Bromodomain and Extra-terminal Tail (BET) proteins are epigenetic transcription regulators and potential therapeutic targets in glioblastoma (GB), the most aggressive primary malignant brain tumor in adults. A differential gene expression analysis of GB-derived sphere (GS) lines demonstrated that the BET inhibitor JQ1 significantly downregulates cancer-relevant gene signatures, including our previously defined HOX signature. HOX genes are crucial for limb segmentation during embryonic development and are associated with treatment resistance in a subset of GB patients characterized by a high-HOX signature. The HOXA gene cluster, located on chromosome 7 (Chr7), is a CpG-rich region and the expression of the HOXA-dominated signature correlates with Chr7 gain and widespread DNA hypermethylation. Previous findings indicated a significant negative correlation between DNA hypermethylation at the alternative HOXA10 promoter and HOX gene expression. This study aims to investigate the oncogenic role of HOXA10 and the epigenetic mechanisms underlying HOXA cluster deregulation in high-HOX GB.

To explore these mechanisms, we used various assays: (1) comparative methylation analysis at the HOXA locus in a high-HOX GS line vs original tumor, along with RNA- and ChIP-seq analysis after JQ1 treatment; (2) BETi treatment and modulation of HOXA10/HOXA5 expression using inducible shRNA/ectopic expression systems to examine HOXA gene regulation; (3) functional assays post-HOXA10 modulation to assess cancer-relevant biological impact.

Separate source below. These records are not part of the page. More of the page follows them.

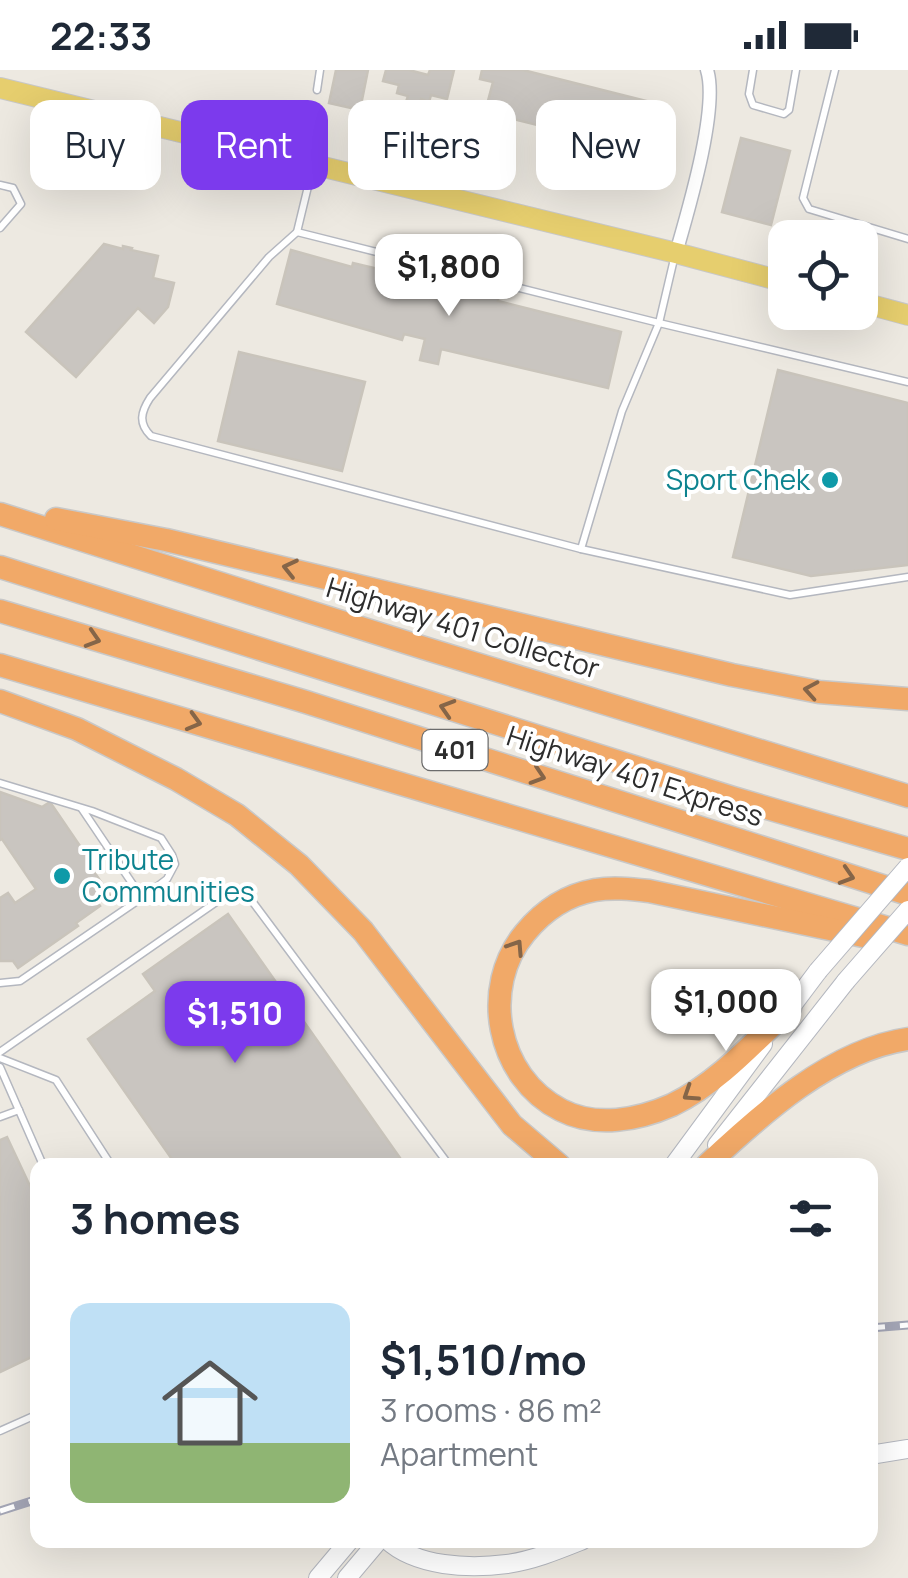 <!DOCTYPE html>
<meta charset="utf-8">
<style>
body{margin:0;font-family:Manrope,sans-serif;background:#f2f2f3;color:#1f2937;height:100vh;display:flex;flex-direction:column;font-size:38px;white-space:nowrap}
*{box-sizing:border-box;margin:0}
p{font-size:32px;color:#747a83}
.icon{flex:none;width:55px;height:55px;fill:none;stroke:currentColor;stroke-width:2;stroke-linecap:round;stroke-linejoin:round}
.map{position:relative;flex:1;overflow:hidden}
.drawer{position:absolute;left:30px;top:1088px;width:848px;height:390px;display:flex;flex-direction:column;background:#fff;border-radius:20px;box-shadow:0 10px 40px #0002}
.drawer>*{flex:none}
.guide{position:absolute;left:30px;top:30px;width:850px;height:90px;display:flex;gap:20px}
.fabs{position:absolute;left:768px;top:150px;display:grid;gap:20px}
.fabs a{display:grid;place-items:center;width:110px;height:110px;border-radius:20px;background:#fff;box-shadow:0 10px 40px #0002;font-size:50px}
.price{position:absolute;translate:-50% -85px;padding:0 22px;border-radius:20px;background:#fff;color:#222;font-size:32px;line-height:65px;filter:drop-shadow(0 2px 5px #0008)}
.price::after{content:'';position:absolute;left:50%;top:60px;width:30px;height:22px;margin-left:-15px;background:inherit;clip-path:polygon(0 0,100% 0,50% 100%)}
.price.on{background:#7c3aed;color:#fff}
ul{padding:0;list-style:none}
li{display:flex;align-items:center;gap:30px;height:250px;padding:0 40px}
li span{display:grid;place-items:center;flex:none;width:280px;height:200px;border-radius:20px;color:#555}
li>.icon{margin-inline-start:auto}
span .icon{width:120px;height:120px;fill:#fffc;stroke-width:1}
li b{font-size:42px}
h2{display:flex;justify-content:space-between;align-items:center;height:120px;padding:0 40px;font-size:42px}
.chip{padding:0 35px;border-radius:20px;background:#fff;box-shadow:0 10px 40px #0002;font-size:35px;line-height:90px}
.chip.on{background:#7c3aed;color:#fff}
.status{display:flex;justify-content:space-between;align-items:center;height:70px;padding:0 50px;background:#fff;direction:ltr}
.status svg{height:28px;fill:currentColor}
.map>svg:first-child{display:block}
.building{fill:#c9c5c0;stroke:#c9c4bb;stroke-width:2.5}
.lines{fill:none;stroke-linecap:round;stroke-linejoin:round}
.lane-casing{stroke:#b4b7bf;stroke-width:9}
.street-casing{stroke:#b4b7bf;stroke-width:15}
.secondary-casing{stroke:#b4b7bf;stroke-width:20}
.primary-casing{stroke:#c8c8c8;stroke-width:22}
.highway-casing{stroke:#c8c8c8;stroke-width:25}
.lane{stroke:#fff;stroke-width:6}
.street{stroke:#fff;stroke-width:12}
.secondary{stroke:#fff;stroke-width:18}
.primary{stroke:#e6ce6e;stroke-width:20}
.highway{stroke:#f1a968;stroke-width:22}
.rail-casing{stroke:#a4a6b6;stroke-width:9}
.rail{stroke:#fff;stroke-width:5;stroke-dasharray:15;stroke-linecap:butt}
.secondary-bridge-casing{stroke:#b4b7bf;stroke-width:20;stroke-linecap:butt}
.secondary-bridge{stroke:#fff;stroke-width:18}
.oneway{stroke:#856548}
.culture-dot{fill:#0f9aa8;stroke:#fff;stroke-width:4}
.labels{text-anchor:middle;stroke-width:8;stroke-linejoin:round;paint-order:stroke}
.shield{fill:#fff;stroke:#6c6c6c;stroke-width:2.5}
.shield-label{font-size:25px;font-weight:bold;fill:#2d2d2d}
.culture-label{font-size:28px;fill:#0d838f;stroke:#fff;text-anchor:end}
.street-label{font-size:28px;fill:#2d2d2d;stroke:#fff}
</style>
<div class="status"><b>22:33</b><svg viewBox="0 0 49 12"><path d="M0 12V9h3v3zM5 12V6h3v6zM10 12V3h3v9zM15 12V0h3v12zM26 1h20v11H26zM47 4h2v5h-2z"/></svg></div>
<div class="map">
<svg width="908" height="1508" viewBox="0 0 908 1508">
<rect width="100%" height="100%" fill="#ede9e1"/>
<!-- building -->
<g class="building">
<path d="M336,0H368L360,40L329,33Z"/>
<path d="M386,0H409L428,5L430,0H454L447,29L431,25L429,32L421,29L419,36L406,32L408,26L397,23L399,15L383,11Z"/>
<path d="M482,0H523L646,31L634,79L485,42L493,12L480,9Z"/>
<path d="M741,68L790,81L771,155L722,142Z"/>
<path d="M104,174L123,179V176L132,178L131,180L158,186L153,208L174,213L168,237L154,253L138,238L76,307L26,262Z"/>
<path d="M291,180L352,197L353,193L412,207V203L499,223L498,231L621,262L608,318L441,279L438,294L420,290L425,269L404,264L402,270L277,234Z"/>
<path d="M239,282L365,312L342,401L218,371Z"/>
<path d="M778,300L908,333V495L811,506L733,487Z"/>
<path d="M0,722L42,737L50,732L91,792L88,793L110,825L98,833L100,836L76,853L78,856L18,898L13,891H0V828L8,823L15,833L36,819L2,769L0,770Z"/>
<path d="M228,844L405,1095H176L88,969L155,921L143,904Z"/>
<path d="M7,1067L38,1133V1284L0,1302V1070Z"/>
</g>
<g class="lines">
<!-- lane casing -->
<g class="lane-casing">
<g id="lane">
<path d="M753,0L749,24L753,35L784,44L789,40L796,0"/>
<path d="M835,0L803,128L809,139L908,169"/>
<path d="M317,20L320,0"/>
<path d="M312,100L297,162L659,253L908,312"/>
<path d="M0,115L13,118L21,134L0,158"/>
<path d="M297,162L269,187L150,328C141,342 138,353 151,366L581,479L622,341L659,253L674,189"/>
<path d="M581,479L790,525L908,507"/>
<path d="M0,713L92,741L161,768L172,785L175,794L167,809L146,825L20,911L0,913"/>
<path d="M82,739L142,828"/>
<path d="M0,982L222,828L239,824L252,831L449,1095"/>
<path d="M0,988L56,1010L111,1095"/>
<path d="M0,997L43,1095"/>
<path d="M0,1047L19,1040"/>
<path d="M0,1361L38,1344"/>
</g>
</g>
<!-- street casing -->
<g class="street-casing">
<path id="street" d="M676,183C688,141 719,38 707,0"/>
</g>
<!-- secondary casing -->
<g class="secondary-casing">
<g id="secondary">
<path d="M785,945L818,901"/>
<path d="M717,1075L846,911"/>
<path d="M674,1095L763,974"/>
<path d="M870,1385L908,1379"/>
<path d="M387,1470C416,1497 469,1499 507,1494C534,1490 558,1480 583,1470"/>
<path d="M318,1508L350,1470"/>
<path d="M347,1508L379,1470"/>
</g>
</g>
<!-- primary casing -->
<g class="primary-casing">
<g id="primary">
<path d="M0,18L676,183L785,212"/>
<path d="M860,232L908,245"/>
</g>
</g>
<!-- highway casing -->
<g class="highway-casing">
<g id="highway">
<path d="M0,444L424,578L908,726"/>
<path d="M56,449L166,470L732,605L819,622L908,629"/>
<path d="M0,497L733,728L908,779"/>
<path d="M0,541L306,632L908,824"/>
<path d="M0,595L908,864"/>
<path d="M0,631L77,659L176,709L237,745L299,795L363,861L512,1055L559,1095"/>
<path d="M790,938C754,972 718,1013 672,1035C638,1050 596,1058 561,1040C496,1007 480,917 525,863C543,841 567,825 595,820C613,817 631,819 649,821L868,867"/>
<path d="M707,1095C761,1044 832,980 908,969"/>
</g>
</g>
<!-- lane -->
<use href="#lane" class="lane"/>
<!-- street -->
<use href="#street" class="street"/>
<!-- secondary -->
<use href="#secondary" class="secondary"/>
<!-- primary -->
<use href="#primary" class="primary"/>
<!-- highway -->
<use href="#highway" class="highway"/>
<!-- rail casing -->
<g class="rail-casing">
<g id="rail">
<path d="M870,1258L908,1255"/>
<path d="M0,1441L38,1429"/>
</g>
</g>
<!-- rail -->
<use href="#rail" class="rail"/>
<!-- secondary-bridge casing -->
<g class="secondary-bridge-casing">
<g id="secondary-bridge">
<path d="M818,901L908,797"/>
<path d="M846,911L908,840"/>
</g>
</g>
<!-- secondary-bridge -->
<use href="#secondary-bridge" class="secondary-bridge"/>
</g>
<!-- one-way arrows -->
<defs><path id="oneway-chevron" d="M-2-3.5L2.5 0L-2 3.5" fill="none" stroke-width="1.6" stroke-linecap="round" stroke-linejoin="round" transform="scale(2.5)"/></defs>
<g class="oneway">
<use href="#oneway-chevron" transform="translate(290 498) rotate(-167)"/>
<use href="#oneway-chevron" transform="translate(93 569) rotate(17)"/>
<use href="#oneway-chevron" transform="translate(811 620) rotate(-170)"/>
<use href="#oneway-chevron" transform="translate(447 638) rotate(-163)"/>
<use href="#oneway-chevron" transform="translate(194 652) rotate(16)"/>
<use href="#oneway-chevron" transform="translate(538 706) rotate(18)"/>
<use href="#oneway-chevron" transform="translate(847 806) rotate(17)"/>
<use href="#oneway-chevron" transform="translate(516 877) rotate(-57)"/>
<use href="#oneway-chevron" transform="translate(690 1024) rotate(147)"/>
</g>
<!-- markers -->
<g class="culture-dot">
<circle cx="830" cy="410" r="10"/>
<circle cx="62" cy="806" r="10"/>
</g>
<g class="labels">
<!-- shield labels -->
<rect class="shield" x="422.5" y="660" width="65" height="40" rx="8"/>
<g class="shield-label">
<text x="455" y="689">401</text>
</g>
<!-- culture labels -->
<g class="culture-label">
<text x="810" y="420">Sport Chek</text>
<text x="82" y="800" text-anchor="start">Tribute<tspan x="82" dy="32">Communities</tspan></text>
</g>
<!-- street labels -->
<g class="street-label">
<text transform="translate(463 558) rotate(17)" y="10">Highway 401 Collector</text>
<text transform="translate(635 706) rotate(18)" y="10">Highway 401 Express</text>
</g>
</g>
</svg>
<div class="fabs">
<a><svg class="icon" aria-label="locate" viewBox="0 0 24 24"><circle cx="12" cy="12" r="6"/><path d="M12 2v4M12 18v4M2 12h4M18 12h4"/></svg></a>
</div>
<b class="price" style="left:449px;top:249px">$1,800</b>
<b class="price" style="left:726px;top:984px">$1,000</b>
<b class="price on" style="left:235px;top:996px">$1,510</b>
<div class="guide">
<a class="chip">Buy</a>
<a class="chip on">Rent</a>
<a class="chip">Filters</a>
<a class="chip">New</a>
</div>
<section class="drawer">
<h2>3 homes<svg class="icon" aria-label="filters" viewBox="0 0 24 24"><path d="M4 7h16M4 17h16"/><circle cx="9" cy="7" r="2"/><circle cx="15" cy="17" r="2"/></svg></h2>
<ul>
<li><span style="background:linear-gradient(#bfe0f5 70%,#8fb573 0)"><svg class="icon" aria-label="home" viewBox="0 0 24 24"><path d="M3 11l9-7 9 7M6 9v11h12V9"/></svg></span><div><b>$1,510/mo</b><p>3 rooms · 86 m²</p><p>Apartment</p></div></li>
</ul>
</section>
</div>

We confirmed that BETi concertedly decreases HOXA gene expression in high-HOX GS lines. Remarkably, knockdown of HOXA10 in high-HOX GS lines is associated with a concerted downregulation of other HOXA genes; however, ectopic HOXA10 expression suggests that HOXA10 proteins may not be the sole factor contributing to HOX signature expression. Specificity tests using shHOXA5 models affirmed the unique role of HOXA10, as HOXA5 knockdown did not alter the expression of other HOXA genes. Functionally, HOXA10 knockdown in high-HOX GS lines results in potently decreased cell proliferation and stemness, accompanied by an emergence of senescence-like traits.

Our results set HOXA10 as a key player of the stem cell-related HOX signature in high-HOX GB, likely enabling tumor progression by its association with pro-proliferative and stem-like features. BETi-mediated downregulation of HOX signature genes presents a promising therapeutic avenue for targeting high-HOX GB. Ongoing research focuses on differential gene expression, aiming to identify HOXA10-regulated genes and reveal its role in BETi-mediated effects. Besides, we are also assessing the potential changes in 3D chromatin architecture and epigenetic landscape around the HOXA cluster that may be involved HOX signature expression.